In the previous blog, I covered the Big picture on Business Intelligence and Business Analytics. If you’ve been in tatters with “Big Data Analytics”, then fret not. The underlying principle of analytics remains the same, except for the technology that enables working with massive volumes & variety of data (Big Data).
First, what is Big Data?
Gartner defines Big Data as “high-volume, high-velocity and/or high-variety information assets that demand cost-effective, innovative forms of information processing that enable enhanced insight, decision making, and process automation.”
The “4-Vs” that characterise Big Data are:
It is evident that modern technology is required to handle Big Data. An open-source software, Hadoop from Apache foundation, is the prominent one currently. Before, I get into Hadoop, let’s look at a few key reasons, why modern technology is required.
1) Structured, Semi-structured and Un-structured data
Of the 4-Vs, Variety requires a special mention. Information (of customer, organization etc) is available in a variety of ways. It could be in spreadsheets, databases, emails, documents, XML format etc. Such data can be grouped into 3 categories:
|STRUCTURED DATA||Structured data is well organised into a specific format. E.g., rows/columns in a database, spreadsheet etc|
|SEMI-STRUCTURED DATA||Semi-structured data is a structured data, but not well organised. E.g, XML files, JSON format etc|
|UN-STRUCTURED DATA||Un-structured data is neither in a specific format, nor well organised. E.g., word documents, emails, video, images etc|
Previously, analysis of data was restricted to structured data and to certain extent semi-structured data. However, there is a wealth of information available in un-structured data (e.g., your purchases and activity on Amazon) and current technology allows for these data to be processed and analysed. Read this article for an in-depth view.
2) SQL and NOSQL databases
We encounter SQL daily. Practically, a majority of the IT system we encounter, at work or outside, is powered by a RDBMS (Relational Database Management system) in the backend. The Leave Management System in your office or the ticket you book for the next movie, is likely to store the information within a RDBMS like Oracle, MYSQL or PostgreSQL. Data is stored in a structured format in rows and columns. The interface (GUI), converts the user action into a SQL (Structured Query Language) command and executes it on the database and fetches or updates the data.
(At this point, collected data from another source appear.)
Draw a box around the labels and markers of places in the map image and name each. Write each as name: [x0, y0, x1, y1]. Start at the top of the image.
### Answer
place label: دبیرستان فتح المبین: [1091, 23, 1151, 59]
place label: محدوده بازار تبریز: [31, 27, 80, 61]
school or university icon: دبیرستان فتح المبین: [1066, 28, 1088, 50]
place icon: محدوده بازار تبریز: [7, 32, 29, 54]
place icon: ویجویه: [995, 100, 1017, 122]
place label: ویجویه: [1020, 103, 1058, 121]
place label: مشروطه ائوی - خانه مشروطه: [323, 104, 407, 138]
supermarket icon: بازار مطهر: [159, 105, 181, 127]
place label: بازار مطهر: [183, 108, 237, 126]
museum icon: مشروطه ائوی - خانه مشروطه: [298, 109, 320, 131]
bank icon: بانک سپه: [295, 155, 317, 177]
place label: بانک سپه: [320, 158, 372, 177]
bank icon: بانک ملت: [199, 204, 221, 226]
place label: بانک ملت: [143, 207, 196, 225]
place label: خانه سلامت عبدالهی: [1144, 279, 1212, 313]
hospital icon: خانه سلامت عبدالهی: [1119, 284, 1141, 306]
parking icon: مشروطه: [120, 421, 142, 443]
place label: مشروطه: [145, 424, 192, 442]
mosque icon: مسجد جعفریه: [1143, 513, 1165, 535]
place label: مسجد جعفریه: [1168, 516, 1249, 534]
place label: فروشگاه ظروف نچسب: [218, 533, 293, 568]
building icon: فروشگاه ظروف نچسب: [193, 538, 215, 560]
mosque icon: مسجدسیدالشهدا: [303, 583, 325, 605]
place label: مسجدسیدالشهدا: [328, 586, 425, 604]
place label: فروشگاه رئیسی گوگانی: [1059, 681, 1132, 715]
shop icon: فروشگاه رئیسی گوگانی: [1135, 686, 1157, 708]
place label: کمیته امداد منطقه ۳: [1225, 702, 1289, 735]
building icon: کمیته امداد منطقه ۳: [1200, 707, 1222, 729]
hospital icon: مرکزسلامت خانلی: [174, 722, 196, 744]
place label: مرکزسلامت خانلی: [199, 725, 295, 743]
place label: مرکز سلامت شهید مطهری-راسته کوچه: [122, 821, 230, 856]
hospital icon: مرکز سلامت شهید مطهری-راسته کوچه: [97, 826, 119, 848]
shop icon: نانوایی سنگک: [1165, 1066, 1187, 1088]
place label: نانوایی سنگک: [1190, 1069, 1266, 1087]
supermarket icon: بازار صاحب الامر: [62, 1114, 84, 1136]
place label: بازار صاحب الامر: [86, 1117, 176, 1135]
Imagine a situation, where you want to analyse documents (the previous judgements in a court case) or images (sales performance graphs) and query them at a later stage. This is unstructured data and will not fit into a traditional RDBMS. This is where NOSQL (Not Only SQL) systems come into play. There are 4 types of NOSQL systems:
|Document DB||To store documents||MongoDB, CouchDB|
|Graph DB||To store hierarchical structures best represented by graphs||Neo4j, Ployglot|
|Key-value store||To store free-form values||Redis, Riak|
|Wide-column store||To store data as columns, instead of rows||HBase, Cassandra|
3) OLTP vs OLAP vs HTAP
In the initial days we had files as the medium for storing data. Then, came the databases. Databases were categorised into OLTP (Online Transaction Processing) and OLAP (Online Analytical Processing) engines, depending on the nature of work.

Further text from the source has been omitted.